Fertilize Your Outdoor Lawn
The purpose of fertilizing a lawn is to add the necessary nutrients in the required amounts and at the proper time to achieve desirable lawn qualities and healthy plants. The only accurate way to determine how much fertilizer you need for your lawn is to have your soil tested. Soil testing by a local county extension or university identifies base levels of phosphorus and potassium, two key nutrients for lawn growth. Soil tests for nitrogen are often inaccurate, because it leaches easily from the root area, so the facility may not perform a nitrogen test. Once you receive results for your soil sample, you’ll know which nutrients your lawn is in need of and can choose a fertilizer that contains the right nutrients. Review the fertilizer bag and the analysis statement that explains the percentage of each nutrient in the product. For example, a 16-8-5 fertilizer contains 16 percent nitrogen, 8 percent phosphorus and 5 percent potassium. If your soil is low in potassium and phosphorus, you might choose a 20-5-10 or similar fertilizer, depending on your soil test results. For application method, using a drop or rotary spreader.

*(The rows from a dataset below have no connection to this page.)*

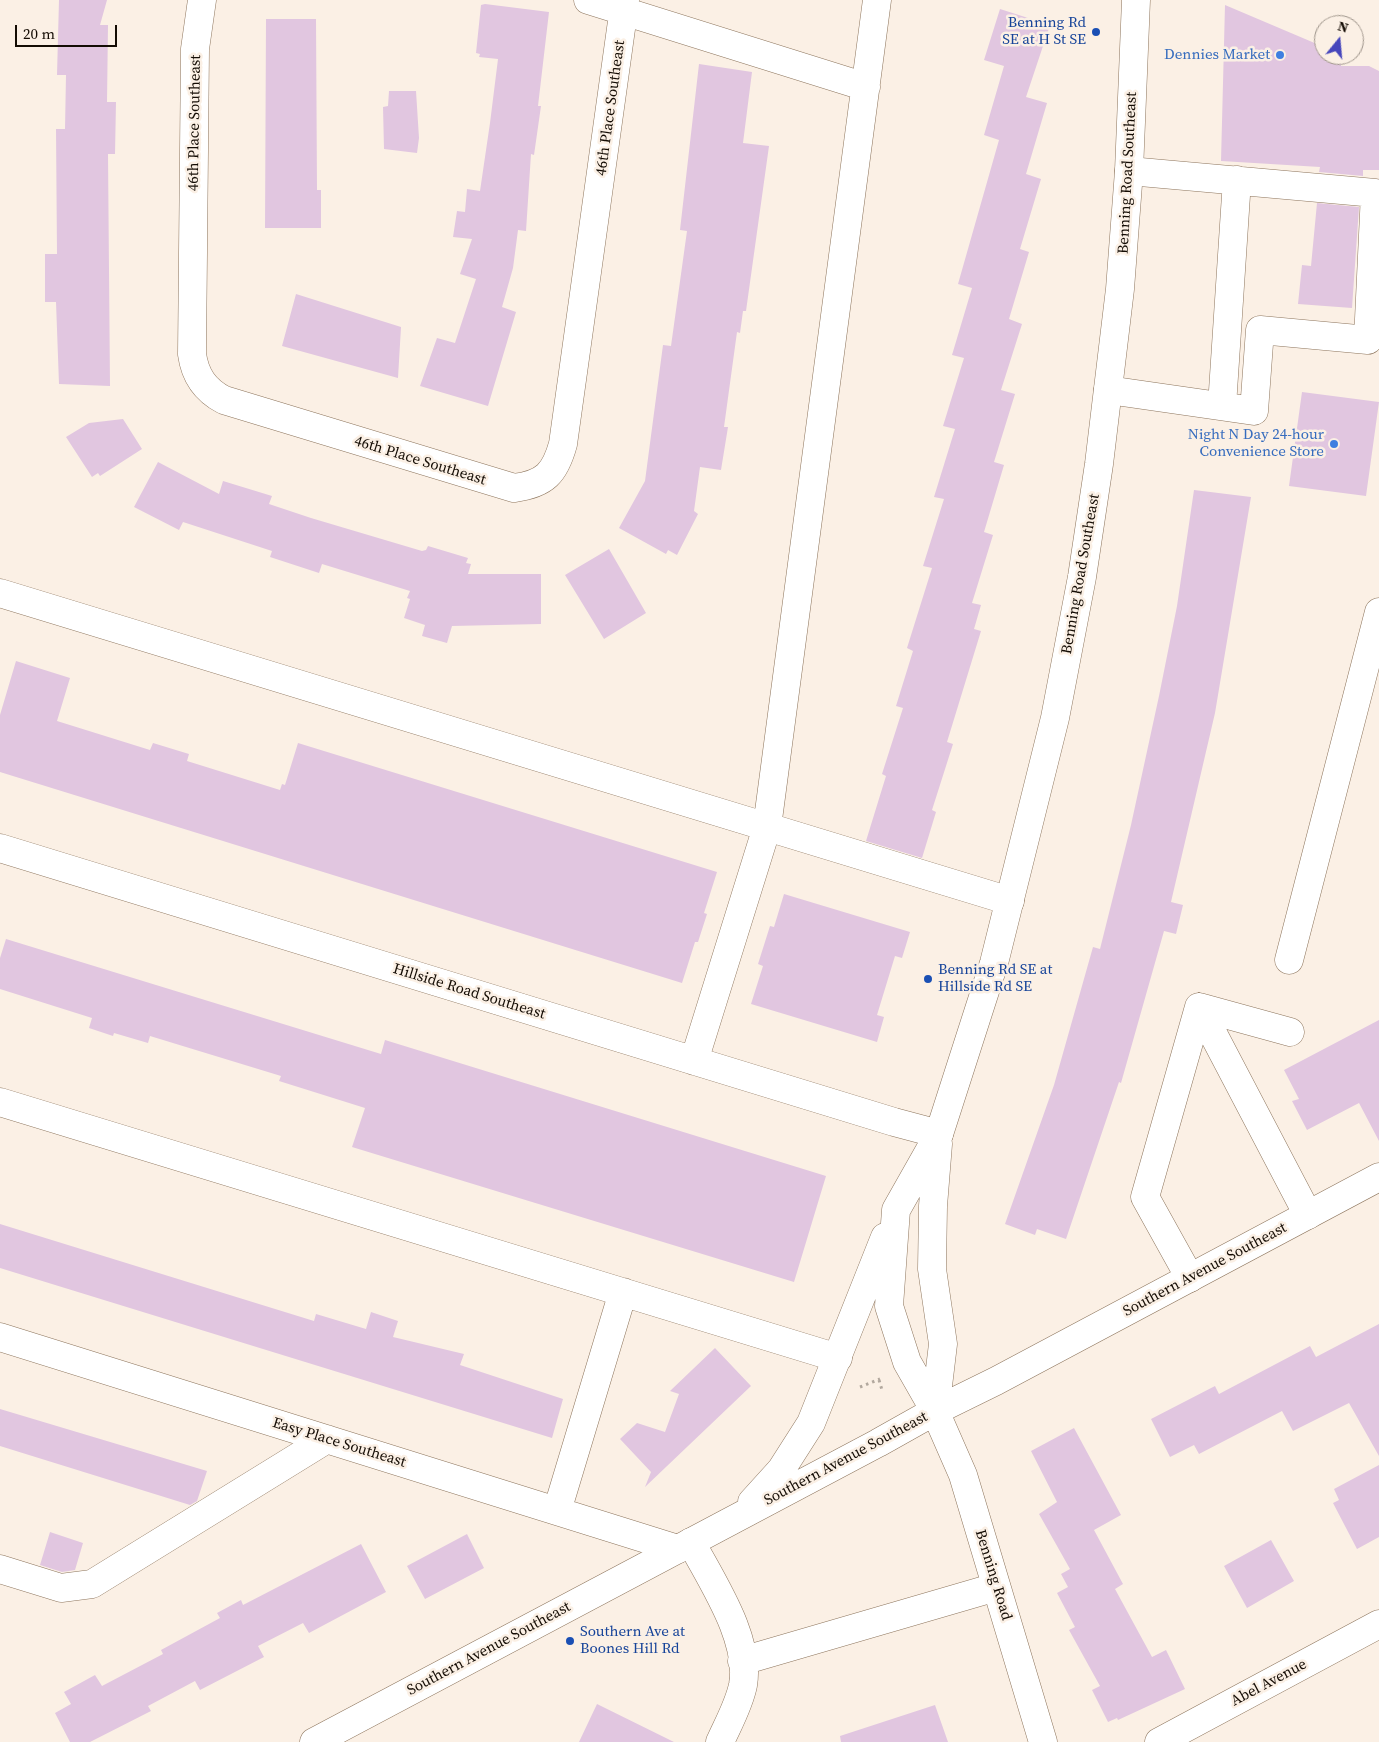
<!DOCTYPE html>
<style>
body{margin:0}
#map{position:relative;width:1379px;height:1742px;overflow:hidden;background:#fbf0e5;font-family:"Source Serif 4",serif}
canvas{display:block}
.north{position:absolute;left:1314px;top:15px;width:50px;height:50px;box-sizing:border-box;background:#fbf0e5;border:1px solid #9f958b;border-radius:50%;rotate:17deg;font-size:14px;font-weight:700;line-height:20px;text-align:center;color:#140c04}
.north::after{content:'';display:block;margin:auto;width:18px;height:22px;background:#4646bc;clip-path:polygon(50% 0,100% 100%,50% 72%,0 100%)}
.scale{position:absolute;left:15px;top:25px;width:102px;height:22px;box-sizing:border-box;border:2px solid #140c04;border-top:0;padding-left:6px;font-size:15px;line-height:18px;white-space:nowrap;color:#140c04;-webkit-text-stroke:4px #fbf0e5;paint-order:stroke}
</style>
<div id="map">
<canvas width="1379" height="1742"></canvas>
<div class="north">N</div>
<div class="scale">20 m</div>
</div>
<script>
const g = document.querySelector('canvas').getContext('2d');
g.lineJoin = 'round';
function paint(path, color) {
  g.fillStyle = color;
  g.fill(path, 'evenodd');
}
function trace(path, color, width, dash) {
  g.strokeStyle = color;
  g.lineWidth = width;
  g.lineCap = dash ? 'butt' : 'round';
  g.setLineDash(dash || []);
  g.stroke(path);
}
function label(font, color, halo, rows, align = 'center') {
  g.font = font + ' "Source Serif 4",serif';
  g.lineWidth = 5;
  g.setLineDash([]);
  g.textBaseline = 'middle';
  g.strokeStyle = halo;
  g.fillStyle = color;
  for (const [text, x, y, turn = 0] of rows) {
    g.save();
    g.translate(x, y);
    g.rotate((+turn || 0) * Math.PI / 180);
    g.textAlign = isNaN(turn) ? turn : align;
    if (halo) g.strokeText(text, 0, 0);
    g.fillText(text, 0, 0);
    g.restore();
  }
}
const building = new Path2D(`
 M59 0H107L100 25H108L107 102H116L115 154H108L110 386 59 384 56 302H45V254H57L56 129H65L66 75H57Z
 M485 4 549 12 538 106H541L534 155 531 154 526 231 518 230 513 268 502 307 516 312 488 406 420 386 437 338 455 343 476 279 460 274 472 239 453 237 457 211 465 212 467 189 480 191 490 123 498 59 479 57 480 54 476 53 481 5Z
 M1225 5 1324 47V55H1342L1341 66H1369L1379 71V170H1363V176L1319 172 1320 167 1221 161Z
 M1000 9 1050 25 1026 97 1047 103 1026 174 1041 179 1020 249 1029 252 1009 319 1022 324 1001 390 1015 394 994 462 1004 465 984 532 993 535 972 603 981 605 974 629 981 631 947 742 953 744 932 810 936 812 922 858 866 841 886 776 882 774 903 708 896 706 913 651 907 648 932 568 923 566 944 499 934 497 955 429 943 426 964 358 952 355 972 288 958 284 999 140 984 135 1004 66 984 60Z
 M266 19H316L317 190H321V228H265Z
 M699 64 752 72 743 143 769 146 746 311H743L740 333 737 332 724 427H728L721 470 700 467 694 511 698 514 677 555 668 550 666 554 619 528 645 481 663 345 671 346 687 231 680 230Z
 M389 91H416L419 138 417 153 384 149 383 107 388 106Z
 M1317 203 1359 207 1352 308 1298 304 1302 265 1311 266Z
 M296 294 401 327 398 378 282 346Z
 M1302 392 1379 402 1366 496 1289 486Z
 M123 419 142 449 100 476 98 473 92 477 66 437 89 423Z
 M158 462 219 494 223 481 272 496 269 504 311 518 422 551 426 550 428 546 468 558 466 563 471 564 468 574H541V624L452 626 447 643 422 636 425 625 404 618 410 599 407 598 410 591 322 564 319 573 270 557 272 551 183 522 179 530 134 507Z
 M1194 490 1251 497 1215 713 1171 902 1183 905 1176 934 1164 931 1121 1083 1119 1082 1066 1239 1037 1229 1035 1235 1005 1224 1054 1085 1093 947 1100 949 1131 825 1159 696 1177 606Z
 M609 549 646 613 604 639 565 575Z
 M16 661 70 678 57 721 150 750 153 743 189 754 187 761 280 790 282 784 285 785 298 743 717 872 704 913 707 914 698 942H695L682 983 0 772V715Z
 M784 894 910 932 902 958 895 956 877 1015 884 1017 877 1042 751 1004 763 966 758 964 770 926 774 927Z
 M6 939 381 1054 385 1040 826 1176 794 1282 352 1147 365 1108 279 1081 281 1076 150 1036 148 1043 114 1033 113 1036 89 1028 92 1018 0 989V958Z
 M1379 1020V1141L1359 1103 1307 1130 1292 1101 1299 1099 1284 1070Z
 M0 1224 314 1321 316 1314 366 1329 371 1312 398 1321 393 1337 464 1354 460 1365 563 1399 552 1438 0 1268Z
 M1379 1324V1456L1349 1403 1293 1431 1282 1411 1199 1454 1194 1445 1170 1457 1151 1419 1215 1386 1219 1394 1310 1346 1316 1357Z
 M715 1348 751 1386 645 1487 651 1472 620 1439 637 1423 665 1432 679 1394 670 1391Z
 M0 1409 207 1471 197 1501 190 1505 0 1446Z
 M1074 1428 1121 1515 1094 1530 1123 1584 1115 1589 1152 1657 1166 1650 1185 1689 1118 1720 1117 1718 1108 1722 1092 1690 1100 1686 1069 1630 1075 1627 1057 1593 1068 1587 1061 1574 1070 1569 1039 1514 1057 1502 1031 1451Z
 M1379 1465V1537L1357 1549 1333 1503 1339 1500 1334 1489Z
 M50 1532 83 1543 75 1570 62 1572 40 1565Z
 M467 1534 484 1568 425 1599 407 1566Z
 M1271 1540 1294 1581 1247 1608 1224 1566Z
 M361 1544 386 1592 309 1633 303 1623 258 1646 264 1657 200 1690 195 1681 148 1706 151 1711 90 1742H70L55 1713 71 1704 64 1692 95 1675 102 1686 163 1654 161 1650 220 1618 217 1613 241 1600 243 1605Z
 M597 1704 674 1742H579Z
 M935 1705 948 1742H841L840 1736Z`);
const path = new Path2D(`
 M879 1380 882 1390
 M860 1387 880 1379`);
const minor = new Path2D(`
 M202 0 195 49 192 354C195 376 205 390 224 400L514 488C545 484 555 473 563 444L625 0
 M588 0 866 87
 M1108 390 1254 411 1260 330 1368 340 1375 193 1129 171
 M1222 406 1237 180
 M0 593 1010 901
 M0 848 894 1122 939 1134
 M1289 960 1379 612
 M1199 1007 1308 1215
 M1199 1007 1290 1032
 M694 1061 767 827 877 0
 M0 1102 838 1358
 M1190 1278 1145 1197 1199 1007
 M0 1337 678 1549
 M557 1511 623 1292
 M691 1542C712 1582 751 1639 743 1685 739 1705 728 1724 720 1742
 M0 1569 61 1588 92 1584 327 1439
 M742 1661 996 1587
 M1159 1742 1379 1624`);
const major = new Path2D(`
 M935 1411 943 1344 932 1269 933 1206 938 1144
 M752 1502 781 1470 811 1423 885 1237
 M314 1742 878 1443 935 1411 996 1381 1379 1177
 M1043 1742 963 1475 935 1411 907 1362 889 1306 896 1210 939 1134 994 963 1055 718 1082 577 1099 464 1120 289 1129 171 1136 0`);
const markers = [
 [1096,32,5,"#1a4fb4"],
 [1280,55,5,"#3f7fe0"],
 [1334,444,5,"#3f7fe0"],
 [928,979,5,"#1a4fb4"],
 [570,1641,5,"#1a4fb4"]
];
const transitNames = [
 ["Benning Rd",1086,23,"right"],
 ["SE at H St SE",1086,40,"right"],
 ["Benning Rd SE at",938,970],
 ["Hillside Rd SE",938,987],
 ["Southern Ave at",580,1632],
 ["Boones Hill Rd",580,1649]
];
const shopNames = [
 ["Dennies Market",1270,55],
 ["Night N Day 24-hour",1324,435],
 ["Convenience Store",1324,452]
];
const streetNames = [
 ["46th Place Southeast",611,108,-82],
 ["46th Place Southeast",195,123,-89],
 ["Benning Road Southeast",1128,173,-87],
 ["46th Place Southeast",420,461,17],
 ["Benning Road Southeast",1081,574,-80],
 ["Hillside Road Southeast",469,992,17],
 ["Southern Avenue Southeast",1205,1270,-28],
 ["Easy Place Southeast",339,1443,17],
 ["Southern Avenue Southeast",846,1459,-28],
 ["Benning Road",993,1575,73],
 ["Southern Avenue Southeast",489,1649,-28],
 ["Abel Avenue",1269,1683,-28]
];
paint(building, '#e1c6e0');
trace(minor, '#8d755d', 29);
trace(major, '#8d755d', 29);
trace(path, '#b2a89e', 3, [2.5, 4]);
trace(minor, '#fff', 28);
trace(major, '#fff', 28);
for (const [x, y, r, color] of markers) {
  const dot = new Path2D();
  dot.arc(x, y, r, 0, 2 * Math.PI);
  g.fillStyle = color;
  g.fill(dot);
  trace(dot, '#fbf0e5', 2);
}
label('15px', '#164399', '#fbf0e5', transitNames, 'left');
label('15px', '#366cbe', '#fbf0e5', shopNames, 'right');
label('15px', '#140c04', '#fbf0e5', streetNames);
</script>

To use either type of spreader, measure your lawn and then carefully follow the instructions on your fertilizer package to determine how much fertilizer to use. Fill the hopper with half of the proper amount of fertilizer for your lawn’s area. Move the drop spreader over your lawn in one direction. Turn off the spreader when you make a turn or complete a pass. To avoid striping, try to overlap wheel marks with each row. Once you’ve fertilized in one direction, fill the hopper with the remaining half of the fertilizer and apply it at a right angle to the initial direction.